Stored data:
──────────

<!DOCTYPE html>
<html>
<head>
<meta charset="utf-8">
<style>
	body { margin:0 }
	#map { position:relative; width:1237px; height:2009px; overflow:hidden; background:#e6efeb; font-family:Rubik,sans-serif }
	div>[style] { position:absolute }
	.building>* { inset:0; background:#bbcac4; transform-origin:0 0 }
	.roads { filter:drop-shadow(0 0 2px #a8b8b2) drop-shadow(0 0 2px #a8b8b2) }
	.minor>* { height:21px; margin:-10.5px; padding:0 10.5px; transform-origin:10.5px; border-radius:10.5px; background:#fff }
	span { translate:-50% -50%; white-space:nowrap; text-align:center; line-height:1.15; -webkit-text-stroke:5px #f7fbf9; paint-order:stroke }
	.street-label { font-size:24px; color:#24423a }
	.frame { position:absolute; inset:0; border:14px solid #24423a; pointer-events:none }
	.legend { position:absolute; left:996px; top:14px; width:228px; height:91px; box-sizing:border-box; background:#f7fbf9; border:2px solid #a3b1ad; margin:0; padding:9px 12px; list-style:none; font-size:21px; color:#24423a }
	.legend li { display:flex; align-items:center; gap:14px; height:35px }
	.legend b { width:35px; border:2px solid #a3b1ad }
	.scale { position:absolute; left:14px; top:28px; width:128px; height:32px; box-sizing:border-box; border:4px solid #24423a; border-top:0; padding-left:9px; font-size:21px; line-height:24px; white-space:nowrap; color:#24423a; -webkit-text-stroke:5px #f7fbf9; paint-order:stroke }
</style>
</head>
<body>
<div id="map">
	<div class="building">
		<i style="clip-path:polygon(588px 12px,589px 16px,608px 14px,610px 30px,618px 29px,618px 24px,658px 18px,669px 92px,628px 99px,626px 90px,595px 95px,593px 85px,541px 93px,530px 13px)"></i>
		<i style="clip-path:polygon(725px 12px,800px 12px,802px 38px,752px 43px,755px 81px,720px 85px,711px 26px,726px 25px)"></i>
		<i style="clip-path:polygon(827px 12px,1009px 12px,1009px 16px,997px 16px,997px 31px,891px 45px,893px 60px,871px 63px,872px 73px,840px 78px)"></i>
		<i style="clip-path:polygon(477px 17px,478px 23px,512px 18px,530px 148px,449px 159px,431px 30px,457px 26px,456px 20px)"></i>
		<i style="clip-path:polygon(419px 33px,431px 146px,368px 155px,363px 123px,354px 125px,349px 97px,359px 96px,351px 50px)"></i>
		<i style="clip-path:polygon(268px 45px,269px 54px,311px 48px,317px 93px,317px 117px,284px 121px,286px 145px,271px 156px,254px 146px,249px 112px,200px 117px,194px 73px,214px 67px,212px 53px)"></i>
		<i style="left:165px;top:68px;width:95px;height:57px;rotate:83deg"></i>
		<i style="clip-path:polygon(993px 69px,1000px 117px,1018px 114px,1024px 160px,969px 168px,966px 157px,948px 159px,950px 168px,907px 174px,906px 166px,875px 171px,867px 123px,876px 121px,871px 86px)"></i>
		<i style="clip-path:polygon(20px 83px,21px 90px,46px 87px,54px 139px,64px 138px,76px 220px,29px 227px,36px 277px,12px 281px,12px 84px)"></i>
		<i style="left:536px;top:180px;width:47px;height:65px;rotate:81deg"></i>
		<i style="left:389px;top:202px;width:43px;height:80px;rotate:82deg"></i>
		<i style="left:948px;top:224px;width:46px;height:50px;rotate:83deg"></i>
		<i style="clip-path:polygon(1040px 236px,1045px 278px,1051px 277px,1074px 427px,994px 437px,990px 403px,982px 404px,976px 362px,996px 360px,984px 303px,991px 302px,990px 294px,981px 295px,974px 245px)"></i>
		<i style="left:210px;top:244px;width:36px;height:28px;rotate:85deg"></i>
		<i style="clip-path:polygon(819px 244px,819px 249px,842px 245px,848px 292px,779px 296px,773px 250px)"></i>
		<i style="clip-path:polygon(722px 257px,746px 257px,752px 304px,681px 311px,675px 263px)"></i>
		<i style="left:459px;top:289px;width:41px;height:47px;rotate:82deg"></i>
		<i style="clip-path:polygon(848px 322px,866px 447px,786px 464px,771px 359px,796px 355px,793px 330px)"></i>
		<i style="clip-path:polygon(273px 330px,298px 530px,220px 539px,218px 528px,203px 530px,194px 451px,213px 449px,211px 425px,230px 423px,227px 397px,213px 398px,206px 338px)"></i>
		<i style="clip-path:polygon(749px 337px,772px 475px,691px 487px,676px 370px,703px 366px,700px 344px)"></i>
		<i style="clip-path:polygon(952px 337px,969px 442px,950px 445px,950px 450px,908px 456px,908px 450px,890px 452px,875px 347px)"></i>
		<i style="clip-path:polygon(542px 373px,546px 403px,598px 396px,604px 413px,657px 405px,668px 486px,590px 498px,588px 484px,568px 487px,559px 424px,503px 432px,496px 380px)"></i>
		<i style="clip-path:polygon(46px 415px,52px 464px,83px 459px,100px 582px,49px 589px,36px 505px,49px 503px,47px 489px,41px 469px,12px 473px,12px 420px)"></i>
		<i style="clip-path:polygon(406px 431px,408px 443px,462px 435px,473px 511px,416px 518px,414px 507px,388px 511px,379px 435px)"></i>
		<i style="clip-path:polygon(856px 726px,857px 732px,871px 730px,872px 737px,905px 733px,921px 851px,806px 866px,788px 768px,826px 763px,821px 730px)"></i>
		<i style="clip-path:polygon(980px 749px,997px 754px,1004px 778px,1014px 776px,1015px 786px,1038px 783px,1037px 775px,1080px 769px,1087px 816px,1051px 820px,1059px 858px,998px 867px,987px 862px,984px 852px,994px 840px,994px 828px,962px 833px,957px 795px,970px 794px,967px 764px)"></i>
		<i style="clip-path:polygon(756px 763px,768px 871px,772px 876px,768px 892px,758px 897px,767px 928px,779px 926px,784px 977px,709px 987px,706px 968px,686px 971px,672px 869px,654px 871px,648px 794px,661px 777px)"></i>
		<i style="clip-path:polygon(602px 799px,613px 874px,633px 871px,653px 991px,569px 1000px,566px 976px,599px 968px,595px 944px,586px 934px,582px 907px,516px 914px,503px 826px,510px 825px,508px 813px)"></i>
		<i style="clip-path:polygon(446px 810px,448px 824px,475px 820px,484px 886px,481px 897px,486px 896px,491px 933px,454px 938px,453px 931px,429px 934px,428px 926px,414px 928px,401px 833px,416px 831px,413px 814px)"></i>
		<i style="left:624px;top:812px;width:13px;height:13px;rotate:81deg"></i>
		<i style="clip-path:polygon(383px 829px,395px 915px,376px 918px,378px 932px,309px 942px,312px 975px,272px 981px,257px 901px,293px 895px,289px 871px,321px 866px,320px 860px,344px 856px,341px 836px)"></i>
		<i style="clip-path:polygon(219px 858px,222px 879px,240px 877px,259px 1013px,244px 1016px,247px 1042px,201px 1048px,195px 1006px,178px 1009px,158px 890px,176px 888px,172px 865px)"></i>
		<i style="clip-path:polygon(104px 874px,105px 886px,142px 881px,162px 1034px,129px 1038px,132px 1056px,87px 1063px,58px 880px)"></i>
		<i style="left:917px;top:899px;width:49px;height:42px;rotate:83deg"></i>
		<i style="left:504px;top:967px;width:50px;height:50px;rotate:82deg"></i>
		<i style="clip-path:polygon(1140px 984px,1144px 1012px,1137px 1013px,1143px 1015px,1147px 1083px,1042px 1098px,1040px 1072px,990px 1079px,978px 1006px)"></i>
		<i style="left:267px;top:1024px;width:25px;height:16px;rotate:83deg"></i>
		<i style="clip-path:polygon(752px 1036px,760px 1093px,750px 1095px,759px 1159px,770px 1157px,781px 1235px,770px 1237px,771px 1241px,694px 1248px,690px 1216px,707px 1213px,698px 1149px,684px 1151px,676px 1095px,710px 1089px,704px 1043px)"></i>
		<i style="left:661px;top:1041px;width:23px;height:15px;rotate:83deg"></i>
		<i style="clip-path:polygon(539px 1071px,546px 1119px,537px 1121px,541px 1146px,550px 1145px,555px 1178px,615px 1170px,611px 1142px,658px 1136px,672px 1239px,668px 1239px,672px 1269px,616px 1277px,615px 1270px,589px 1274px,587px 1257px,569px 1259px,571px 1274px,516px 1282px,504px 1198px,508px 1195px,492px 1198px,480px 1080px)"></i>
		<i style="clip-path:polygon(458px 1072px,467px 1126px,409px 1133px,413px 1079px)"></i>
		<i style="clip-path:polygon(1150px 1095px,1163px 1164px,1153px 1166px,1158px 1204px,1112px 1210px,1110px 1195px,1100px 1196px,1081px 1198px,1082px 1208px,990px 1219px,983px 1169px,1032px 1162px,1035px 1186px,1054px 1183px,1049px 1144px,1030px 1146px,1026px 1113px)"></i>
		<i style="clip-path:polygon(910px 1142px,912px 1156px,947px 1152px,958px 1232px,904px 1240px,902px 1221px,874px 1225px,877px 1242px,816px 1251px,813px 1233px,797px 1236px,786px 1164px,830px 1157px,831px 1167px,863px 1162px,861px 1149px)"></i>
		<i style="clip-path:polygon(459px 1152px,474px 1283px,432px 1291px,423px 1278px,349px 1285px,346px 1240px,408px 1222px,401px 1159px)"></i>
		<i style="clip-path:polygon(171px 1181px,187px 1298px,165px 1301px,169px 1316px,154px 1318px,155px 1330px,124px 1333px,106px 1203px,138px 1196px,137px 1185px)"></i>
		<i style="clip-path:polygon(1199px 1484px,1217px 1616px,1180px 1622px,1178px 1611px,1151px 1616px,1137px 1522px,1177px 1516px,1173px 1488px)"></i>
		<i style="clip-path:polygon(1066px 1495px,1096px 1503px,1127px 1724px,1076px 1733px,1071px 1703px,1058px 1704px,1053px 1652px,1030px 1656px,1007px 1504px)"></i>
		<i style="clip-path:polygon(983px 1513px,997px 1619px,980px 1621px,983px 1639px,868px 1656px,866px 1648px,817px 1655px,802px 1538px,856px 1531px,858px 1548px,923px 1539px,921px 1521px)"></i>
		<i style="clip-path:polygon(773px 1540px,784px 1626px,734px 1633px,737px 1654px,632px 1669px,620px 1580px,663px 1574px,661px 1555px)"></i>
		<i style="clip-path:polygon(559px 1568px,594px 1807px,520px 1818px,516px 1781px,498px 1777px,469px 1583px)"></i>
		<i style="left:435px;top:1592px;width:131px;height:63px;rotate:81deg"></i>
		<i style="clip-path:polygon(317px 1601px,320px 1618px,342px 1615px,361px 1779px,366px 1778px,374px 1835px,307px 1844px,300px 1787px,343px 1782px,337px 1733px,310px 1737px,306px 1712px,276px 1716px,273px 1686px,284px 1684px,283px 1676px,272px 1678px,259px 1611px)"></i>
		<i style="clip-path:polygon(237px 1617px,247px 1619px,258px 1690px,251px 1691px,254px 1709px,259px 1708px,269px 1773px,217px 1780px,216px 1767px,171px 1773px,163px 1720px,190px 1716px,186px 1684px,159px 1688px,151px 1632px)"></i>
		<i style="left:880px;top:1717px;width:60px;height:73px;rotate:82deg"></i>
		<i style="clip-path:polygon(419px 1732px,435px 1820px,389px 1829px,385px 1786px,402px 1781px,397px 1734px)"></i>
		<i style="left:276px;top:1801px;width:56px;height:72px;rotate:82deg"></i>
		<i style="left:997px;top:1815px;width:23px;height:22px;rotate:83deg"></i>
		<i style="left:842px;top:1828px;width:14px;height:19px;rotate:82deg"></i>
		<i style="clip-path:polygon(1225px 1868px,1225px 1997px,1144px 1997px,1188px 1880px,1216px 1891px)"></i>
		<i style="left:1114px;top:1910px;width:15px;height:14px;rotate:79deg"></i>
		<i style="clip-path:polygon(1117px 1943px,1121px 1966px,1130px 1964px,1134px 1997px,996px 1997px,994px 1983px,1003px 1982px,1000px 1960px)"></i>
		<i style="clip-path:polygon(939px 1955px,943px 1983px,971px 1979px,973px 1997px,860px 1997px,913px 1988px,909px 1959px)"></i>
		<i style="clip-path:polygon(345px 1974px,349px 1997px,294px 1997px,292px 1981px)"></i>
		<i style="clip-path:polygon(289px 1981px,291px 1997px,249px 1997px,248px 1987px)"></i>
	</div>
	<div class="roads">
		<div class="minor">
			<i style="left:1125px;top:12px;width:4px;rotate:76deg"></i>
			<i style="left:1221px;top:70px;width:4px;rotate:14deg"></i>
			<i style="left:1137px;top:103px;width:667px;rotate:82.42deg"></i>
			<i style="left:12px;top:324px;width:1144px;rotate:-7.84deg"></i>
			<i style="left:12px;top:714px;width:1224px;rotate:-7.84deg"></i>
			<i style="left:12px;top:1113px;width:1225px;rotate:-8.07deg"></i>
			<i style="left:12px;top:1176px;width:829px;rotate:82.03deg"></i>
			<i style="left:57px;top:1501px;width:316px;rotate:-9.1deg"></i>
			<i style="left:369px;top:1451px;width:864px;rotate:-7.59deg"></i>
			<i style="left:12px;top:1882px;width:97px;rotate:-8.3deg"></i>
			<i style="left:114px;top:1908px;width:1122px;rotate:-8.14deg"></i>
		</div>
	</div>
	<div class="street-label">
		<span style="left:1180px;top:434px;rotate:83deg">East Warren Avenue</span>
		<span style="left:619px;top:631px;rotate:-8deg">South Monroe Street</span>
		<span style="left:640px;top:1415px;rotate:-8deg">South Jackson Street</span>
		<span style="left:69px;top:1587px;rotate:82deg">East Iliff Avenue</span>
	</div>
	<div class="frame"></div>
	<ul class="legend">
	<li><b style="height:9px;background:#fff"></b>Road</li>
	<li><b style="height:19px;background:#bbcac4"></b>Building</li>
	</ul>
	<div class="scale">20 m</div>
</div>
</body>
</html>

──────────

- **PROBLEM TO WORK ON**
Go through the records above and, whenever a line includes the word "margin", copy it.

- **EXPECTED ANSWER**
	body { margin:0 }
	.minor>* { height:21px; margin:-10.5px; padding:0 10.5px; transform-origin:10.5px; border-radius:10.5px; background:#fff }
	.legend { position:absolute; left:996px; top:14px; width:228px; height:91px; box-sizing:border-box; background:#f7fbf9; border:2px solid #a3b1ad; margin:0; padding:9px 12px; list-style:none; font-size:21px; color:#24423a }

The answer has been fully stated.